Para quem aprecia conceito estúpido de igualdade, nada melhor. Quem diria, a Província do Grande ABC, outrora triunfalista “Grande ABC”, está se tornando um Brasil bem brasileiro, sétima economia do mundo apenas para quem gosta de manipular conceitos e qualidade de vida.
Qualquer resultado eleitoral que coloque a Província do Grande ABC em situação consistentemente diferente do resultado nacional seria uma surpresa quando forem apurados os votos neste domingo. Entretanto, tenho leve desconfiança sobre a possibilidade de abertura de uma fronteira diferenciada, que consistiria na quebra do capital eleitoral do PT na Província em relação à média do País além da margem de erro das pesquisas.
Vou explicar esse sentimento respaldo por números. Se isso ocorrer, acredito que os resultados não deverão ser catalogados como ocasionais e, portanto, sem base de avaliações. Diria que, se for concretizado esse vácuo Região-País, o PT regional terá de se mobilizar para procurar encontrar o encaixe que impeça o aprofundamento da ruptura. Mas aí já é outra história.
Além da margem
Então, vamos à explicação para uma possibilidade de resultado regional além da margem de erro do resultado nacional, num processo inverso ao que ocorreu na primeira eleição de Lula da Silva, em 2002. Trata-se de observação atenta à linha do tempo eleitoral da conquista do tricampeonato regional (e também nacional) do PT.
Em nível Brasil, houve oscilações praticamente imperceptíveis nas vitórias petistas: Lula da Silva contabilizou 61,38% dos votos em 2002, caiu para 60,38% em 2006 e elegeu Dilma com 56,05% em 2010. Tudo praticamente na margem de erro. Na Província do Grande ABC houve uma queda pronunciada no mesmo período: de 67,13% em 2002 para 57,41% em 2006 e 54,05% em 2010. Entre uma ponta e outra, desprezando a eleição de 2006, o PT emagreceu na região nada menos que 13,08 pontos percentuais, ou 19,48%. Já em âmbito nacional, entre uma ponta e outra, e de novo descartando 2006, o PT perdeu apenas 5,33 pontos percentuais, ou 8,68%.

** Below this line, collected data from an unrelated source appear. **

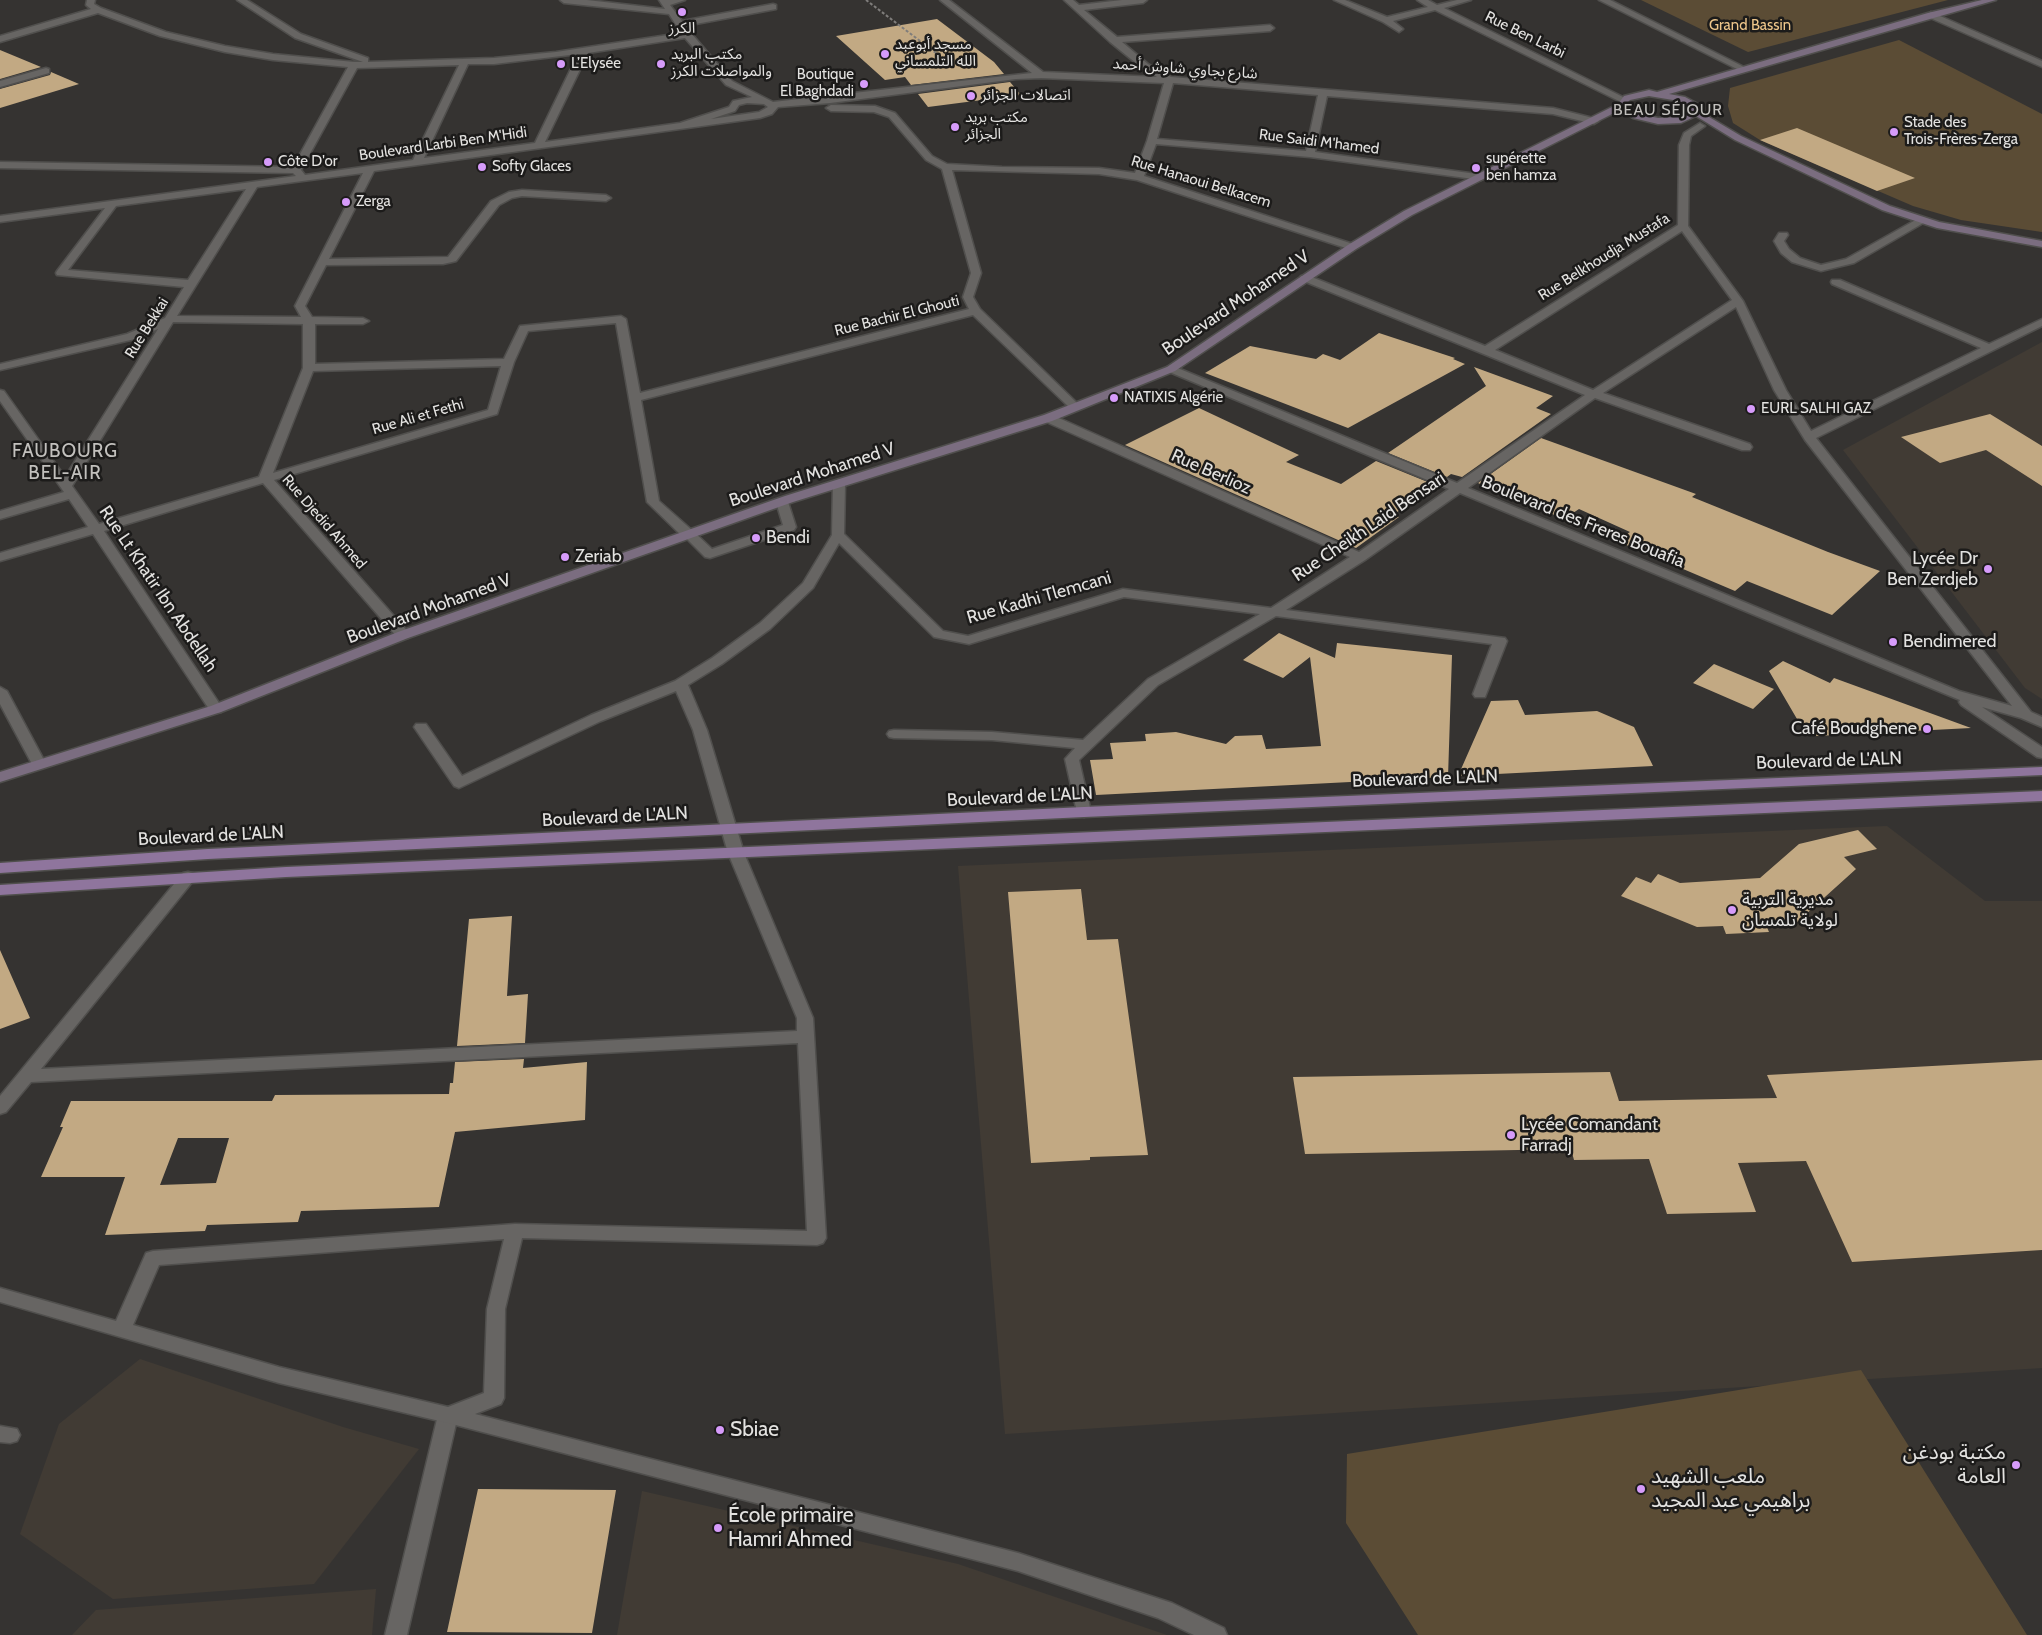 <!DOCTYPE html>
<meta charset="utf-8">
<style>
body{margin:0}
canvas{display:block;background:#353331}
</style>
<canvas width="2042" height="1635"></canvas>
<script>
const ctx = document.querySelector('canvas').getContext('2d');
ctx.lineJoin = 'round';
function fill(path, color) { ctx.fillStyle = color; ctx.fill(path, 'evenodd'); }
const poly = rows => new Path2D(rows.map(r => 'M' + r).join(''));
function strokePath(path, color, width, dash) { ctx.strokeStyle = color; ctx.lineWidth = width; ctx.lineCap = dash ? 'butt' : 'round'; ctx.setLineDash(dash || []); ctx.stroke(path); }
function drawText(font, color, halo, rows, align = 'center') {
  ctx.font = font + ' Cabin,"Noto Sans Arabic",sans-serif'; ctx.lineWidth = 5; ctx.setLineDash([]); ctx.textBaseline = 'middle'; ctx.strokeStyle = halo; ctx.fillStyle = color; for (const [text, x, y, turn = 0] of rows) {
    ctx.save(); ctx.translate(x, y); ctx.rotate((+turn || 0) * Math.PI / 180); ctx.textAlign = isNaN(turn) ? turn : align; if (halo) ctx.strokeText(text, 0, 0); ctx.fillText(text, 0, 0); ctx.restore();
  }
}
fill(poly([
 [2042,342,2042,699,2025,688,1843,450],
 [1887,826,1985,901,2042,901,2042,1368,1005,1434,958,866],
 [140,1359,343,1427,419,1449,314,1584,113,1599,20,1534,59,1424],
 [642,1491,958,1564,1167,1635,617,1635],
 [376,1589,372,1635,72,1635,96,1610]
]), '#413b34');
fill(poly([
 [1641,0,1948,0,1748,52],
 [1899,40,2042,114,2042,232,1961,220,1913,206,1760,140,1733,123,1728,106,1730,88],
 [1861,1370,2027,1635,1418,1635,1346,1523,1347,1454]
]), '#5b4c35');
fill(poly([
 [937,19,994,62,1004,74,911,85,905,77,885,80,836,36],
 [0,50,41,67,0,79],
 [51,72,79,84,0,108,0,89,50,75],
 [1010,82,1021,95,928,107,918,94],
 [1797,128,1915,178,1877,191,1760,140],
 [1379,333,1455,358,1453,359,1465,364,1348,428,1205,373,1250,346,1316,359,1323,354,1340,360],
 [1474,367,1553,396,1536,408,1551,414,1462,477,1451,474,1447,477,1388,453,1486,386],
 [1199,408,1299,455,1286,462,1341,484,1376,461,1435,485,1393,515,1399,517,1356,548,1125,445],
 [1990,414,2042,446,2042,486,1986,450,1940,463,1901,437],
 [1541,438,1696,494,1692,497,1828,552,1880,571,1832,615,1747,581,1735,591,1617,541,1630,532,1579,509,1564,519,1478,483],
 [1279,633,1335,658,1337,643,1452,655,1448,777,1096,795,1090,760,1113,759,1110,743,1146,741,1145,734,1176,732,1226,744,1235,736,1262,735,1266,749,1321,746,1310,657,1283,678,1243,660],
 [1783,661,1830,683,1834,678,1971,728,1816,736,1804,731,1769,671],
 [1714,664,1774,689,1753,709,1693,683],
 [1518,700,1525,715,1597,711,1634,727,1653,766,1458,776,1491,701],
 [1858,830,1877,849,1844,857,1856,869,1795,924,1766,925,1769,932,1726,934,1723,926,1697,927,1621,896,1636,877,1651,883,1658,874,1680,883,1760,878,1799,844],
 [1081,889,1087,940,1118,939,1148,1155,1090,1157,1090,1160,1031,1163,1008,892],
 [512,916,507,996,528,994,525,1043,457,1046,469,919],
 [0,950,30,1018,0,1029],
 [524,1059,523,1068,587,1062,585,1120,455,1132,439,1207,301,1211,298,1222,207,1225,205,1231,105,1235,125,1177,41,1177,63,1127,60,1127,71,1101,272,1101,275,1095,449,1094,450,1083,453,1083,455,1062],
 [178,1138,229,1138,216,1183,160,1185],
 [2042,1060,2042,1250,1852,1262,1806,1161,1738,1163,1756,1212,1667,1214,1649,1159,1574,1160,1571,1149,1305,1154,1293,1077,1610,1072,1619,1101,1777,1098,1767,1075],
 [478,1489,616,1490,592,1633,447,1632]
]), '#c2a983');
const service = poly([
 [782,498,788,502,796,527,794,530,710,558,705,557,683,535,689,531,694,532,712,549,783,525,776,502,782,498],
 [448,1407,455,1409,458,1415,407,1635,385,1635,438,1415,441,1409,448,1407],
 [0,1426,17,1429,20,1435,17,1441,10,1443,0,1442,0,1426]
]);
const minor = poly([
 [87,0,95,0,94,4,101,8,166,32,225,46,273,54,354,62,363,62,295,38,237,0,247,0,301,34,368,58,368,62,494,58,556,52,681,33,669,14,564,3,560,0,587,0,665,9,659,0,685,0,670,5,682,21,773,4,776,5,776,9,685,26,732,81,773,102,1032,73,940,0,949,0,1043,72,1157,77,1142,68,1110,42,1064,0,1073,0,1079,5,1122,0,1147,0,1143,3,1084,10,1117,37,1270,25,1274,28,1270,31,1122,42,1148,64,1171,77,1553,108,1597,119,1599,121,1594,124,1553,114,1327,96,1315,152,1484,175,1486,177,1481,180,1310,157,1156,144,1144,176,1356,245,1357,247,1352,250,1137,180,1099,174,952,170,981,273,973,297,980,309,1078,404,1080,406,1078,408,1070,408,973,315,641,400,659,501,694,532,695,535,689,539,684,538,647,502,616,323,528,331,514,362,497,414,274,480,408,632,410,635,408,638,398,638,263,483,104,531,223,709,221,712,216,713,211,712,209,709,93,534,0,561,0,553,88,527,69,499,0,519,0,511,64,492,0,401,0,390,4,391,65,477,158,329,135,339,0,370,0,364,127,334,165,318,184,287,57,275,56,273,57,271,105,208,0,222,0,216,296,176,293,173,0,168,0,162,293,167,348,67,273,60,225,52,160,36,98,13,0,42,0,36,91,9,86,5,87,0],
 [685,38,726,85,752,97,733,101,729,107,680,123,545,142,588,53,685,38],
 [578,54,535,143,424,158,468,64,494,64,578,54],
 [459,65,413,160,305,175,301,170,357,68,459,65],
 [1041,78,1164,83,1147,141,1135,173,1099,168,1002,167,947,164,932,156,895,113,875,106,831,105,826,108,831,111,874,112,889,117,926,160,942,169,971,273,963,297,969,309,640,393,626,319,621,316,520,326,504,359,315,364,315,324,363,324,369,321,363,318,312,317,305,306,326,265,443,264,452,262,456,261,499,205,512,198,522,196,606,201,611,198,606,195,522,190,509,192,491,201,448,257,329,259,374,171,760,118,772,114,778,107,830,103,1016,79,1041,78],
 [1173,83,1318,95,1306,151,1157,139,1173,83],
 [747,103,764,104,768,107,759,112,711,119,735,111,739,105,747,103],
 [363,173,295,306,301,317,177,316,257,187,363,173],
 [246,189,188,280,68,270,116,206,246,189],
 [173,322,303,324,303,368,259,477,99,524,72,486,173,322],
 [501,366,488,410,273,473,313,371,501,366],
 [1334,0,1345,0,1387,17,1428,7,1417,0,1428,0,1437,5,1457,0,1471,0,1444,8,1629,100,1627,102,1621,102,1435,10,1393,21,1403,29,1399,32,1383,22,1334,0],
 [1599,0,1610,0,1748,69,1744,72,1741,71,1599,0],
 [1931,12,2042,61,2042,67,1928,17,1927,15,1931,12],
 [46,68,49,69,49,73,0,87,0,81,46,68],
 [1700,123,1705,126,1691,136,1689,145,1688,226,1743,301,1786,390,1811,431,1981,348,1832,284,1831,282,1832,280,1840,280,1989,344,2042,319,2042,326,1816,438,2031,712,2042,717,2042,727,2021,718,1982,707,2042,747,2042,758,2037,757,1961,705,1959,702,1960,700,1460,493,1365,560,1286,610,1505,638,1507,641,1485,697,1475,697,1473,694,1492,644,1276,616,1158,685,1079,760,1091,812,1089,815,1084,817,1079,815,1077,812,1065,759,1075,748,992,740,894,738,889,737,887,734,889,731,894,730,992,732,1083,740,1148,679,1260,614,1124,597,969,644,934,637,839,543,813,588,770,629,722,664,688,685,707,730,744,853,813,1018,826,1238,823,1243,817,1245,522,1238,505,1309,504,1398,501,1404,475,1414,1018,1553,1172,1603,1224,1628,1227,1635,1194,1635,1158,1618,1018,1571,448,1423,279,1383,0,1302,0,1288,116,1321,146,1253,153,1251,515,1224,807,1231,798,1043,31,1082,6,1112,0,1114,0,1096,183,873,188,872,193,873,196,877,193,881,41,1069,797,1031,797,1018,728,853,693,730,676,691,601,721,459,788,454,786,414,727,416,724,426,724,462,776,591,715,675,681,712,658,760,623,803,583,832,535,833,484,839,480,845,484,844,534,943,631,968,636,1123,589,1271,608,1350,557,1044,421,1042,418,1044,415,1052,415,1359,552,1449,489,1167,371,1165,369,1167,367,1175,367,1457,483,1585,395,1301,280,1300,278,1301,276,1309,276,1485,346,1678,225,1679,145,1684,133,1700,123],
 [1682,231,1732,300,1593,390,1495,350,1682,231],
 [1736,307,1774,390,1805,440,2012,706,1959,691,1468,488,1595,398,1742,450,1750,450,1752,447,1750,444,1603,393,1736,307],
 [504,1239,487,1309,484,1393,448,1407,279,1367,133,1325,159,1265,504,1239],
 [1921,217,1925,218,1925,222,1854,263,1821,271,1792,262,1781,253,1774,241,1779,233,1787,233,1788,235,1784,241,1789,249,1800,258,1821,265,1846,259,1921,217],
 [0,687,7,691,46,764,44,767,34,767,32,764,0,704,0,687]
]);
const secondary = poly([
 [1982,0,1996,0,1669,94,1685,97,1696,103,1699,111,1741,136,1890,206,1939,222,2042,241,2042,247,1937,228,1882,210,1735,140,1696,116,1681,123,1658,124,1633,118,1620,110,1412,215,1356,249,1175,371,1052,421,793,502,408,638,221,712,0,782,0,772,211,706,398,632,785,496,1044,415,1167,367,1348,245,1404,211,1618,104,1624,96,1649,90,1657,92,1928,13,1982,0],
 [1649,96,1679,101,1689,106,1690,112,1680,117,1658,118,1639,114,1628,108,1627,103,1630,100,1649,96]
]);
const primary = poly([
 [2042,767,2042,775,1084,817,208,859,0,873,0,863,208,849,1084,807,2042,767],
 [2042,791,2042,801,286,877,0,895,0,885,286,867,2042,791]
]);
strokePath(service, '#504f4d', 3);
strokePath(minor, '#504f4d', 3);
strokePath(secondary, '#504f4d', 3);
strokePath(primary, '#504f4d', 3);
strokePath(poly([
 [866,0,953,66]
]), '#7f7d7b', 2, [3, 2]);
fill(service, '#676563');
fill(minor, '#676563');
fill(secondary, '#7b6d80');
fill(primary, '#8f759d');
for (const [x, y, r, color] of [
 [682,12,5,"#d69bfa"],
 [885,54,5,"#d69bfa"],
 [561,64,5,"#d69bfa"],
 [661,64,5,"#d69bfa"],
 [864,84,5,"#d69bfa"],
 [971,96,5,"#d69bfa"],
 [955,127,5,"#d69bfa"],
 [1894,132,5,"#d69bfa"],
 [268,162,5,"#d69bfa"],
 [482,167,5,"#d69bfa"],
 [1476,168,5,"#d69bfa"],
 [346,202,5,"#d69bfa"],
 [1114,398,5,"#d69bfa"],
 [1751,409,5,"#d69bfa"],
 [756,538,5,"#d69bfa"],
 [565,557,5,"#d69bfa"],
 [1988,569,5,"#d69bfa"],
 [1893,642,5,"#d69bfa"],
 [1927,729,5,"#d69bfa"],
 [1732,910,5,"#d69bfa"],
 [1511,1135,5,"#d69bfa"],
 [720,1430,5,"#d69bfa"],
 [2016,1465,5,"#d69bfa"],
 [1641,1489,5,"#d69bfa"],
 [718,1528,5,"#d69bfa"]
]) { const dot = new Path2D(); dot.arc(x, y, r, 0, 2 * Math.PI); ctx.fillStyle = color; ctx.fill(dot); strokePath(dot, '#1c1b1a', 2); }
drawText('15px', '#eec68b', '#1c1b1a', [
 ["Grand Bassin",1750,26]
]);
drawText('15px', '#e3e2e0', '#1c1b1a', [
 ["الكرز",682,29,"center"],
 ["مسجد أبوعبد",895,45],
 ["الله التلمساني",895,62],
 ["مكتب البريد",671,55],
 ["والمواصلات الكرز",671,72],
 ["L’Elysée",571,64],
 ["Boutique",854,75,"right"],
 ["El Baghdadi",854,92,"right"],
 ["اتصالات الجزائر",981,96],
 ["مكتب بريد",965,118],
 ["الجزائر",965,135],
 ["Stade des",1904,123],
 ["Trois-Frères-Zerga",1904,140],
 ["supérette",1486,159],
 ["ben hamza",1486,176],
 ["Côte D'or",278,162],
 ["Softy Glaces",492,167],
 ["Zerga",356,202],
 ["NATIXIS Algérie",1124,398],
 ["EURL SALHI GAZ",1761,409]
], 'left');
drawText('15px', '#e3e2e0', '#1c1b1a', [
 ["Rue Ben Larbi",1525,35,26],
 ["شارع بجاوي شاوش أحمد",1185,69,4],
 ["Rue Saidi M'hamed",1319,142,7],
 ["Boulevard Larbi Ben M'Hidi",443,144,-8],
 ["Rue Hanaoui Belkacem",1201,182,17],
 ["Rue Belkhoudja Mustafa",1604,257,-32],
 ["Rue Bachir El Ghouti",897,316,-14],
 ["Rue Bekkai",147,328,-58],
 ["Rue Ali et Fethi",418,417,-16],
 ["Rue Djedid Ahmed",324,522,49]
]);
ctx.letterSpacing = '1px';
drawText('16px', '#c2c0bd', '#1c1b1a', [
 ["BEAU SÉJOUR",1668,110]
]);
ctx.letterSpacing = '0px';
drawText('18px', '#e3e2e0', '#1c1b1a', [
 ["Boulevard Mohamed V",1236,303,-34],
 ["Rue Berlioz",1211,472,24],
 ["Boulevard Mohamed V",812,475,-18],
 ["Boulevard des Freres Bouafia",1583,522,22],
 ["Rue Cheikh Laid Bensari",1369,527,-34],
 ["Rue Lt Khatir Ibn Abdellah",158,589,56],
 ["Rue Kadhi Tlemcani",1039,598,-16],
 ["Boulevard Mohamed V",429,609,-20],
 ["Boulevard de L'ALN",1829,761,-2],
 ["Boulevard de L'ALN",1425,779,-2],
 ["Boulevard de L'ALN",1020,797,-3],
 ["Boulevard de L'ALN",615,817,-3],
 ["Boulevard de L'ALN",211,836,-3]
]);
drawText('18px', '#e3e2e0', '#1c1b1a', [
 ["Bendi",766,538],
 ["Zeriab",575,557],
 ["Lycée Dr",1978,559,"right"],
 ["Ben Zerdjeb",1978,580,"right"],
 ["Bendimered",1903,642],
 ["Café Boudghene",1917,729,"right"],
 ["مديرية التربية",1742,900],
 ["لولاية تلمسان",1742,921],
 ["Lycée Comandant",1521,1125],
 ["Farradj",1521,1146]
], 'left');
ctx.letterSpacing = '1px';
drawText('19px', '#c2c0bd', '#1c1b1a', [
 ["FAUBOURG",65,451],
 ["BEL-AIR",65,473]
]);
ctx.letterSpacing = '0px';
drawText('21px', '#e3e2e0', '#1c1b1a', [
 ["Sbiae",730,1430],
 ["مكتبة بودغن",2006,1453,"right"],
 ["العامة",2006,1477,"right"],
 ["ملعب الشهيد",1651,1477],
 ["براهيمي عبد المجيد",1651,1501],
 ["École primaire",728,1516],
 ["Hamri Ahmed",728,1540]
], 'left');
</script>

Será que a diferença de velocidade de perda do eleitorado do PT na Província e no País vai continuar nesta temporada? Esta seria uma explicação sustentável à possível diferença além da margem de erro nos resultados desta temporada em relação às duas últimas eleições. Por isso não está fora de cogitação tanto a possibilidade de Dilma Rousseff perder nos dois espaços territoriais analisados quanto ganhar em nível nacional e perder em nível regional. O que teremos domingo?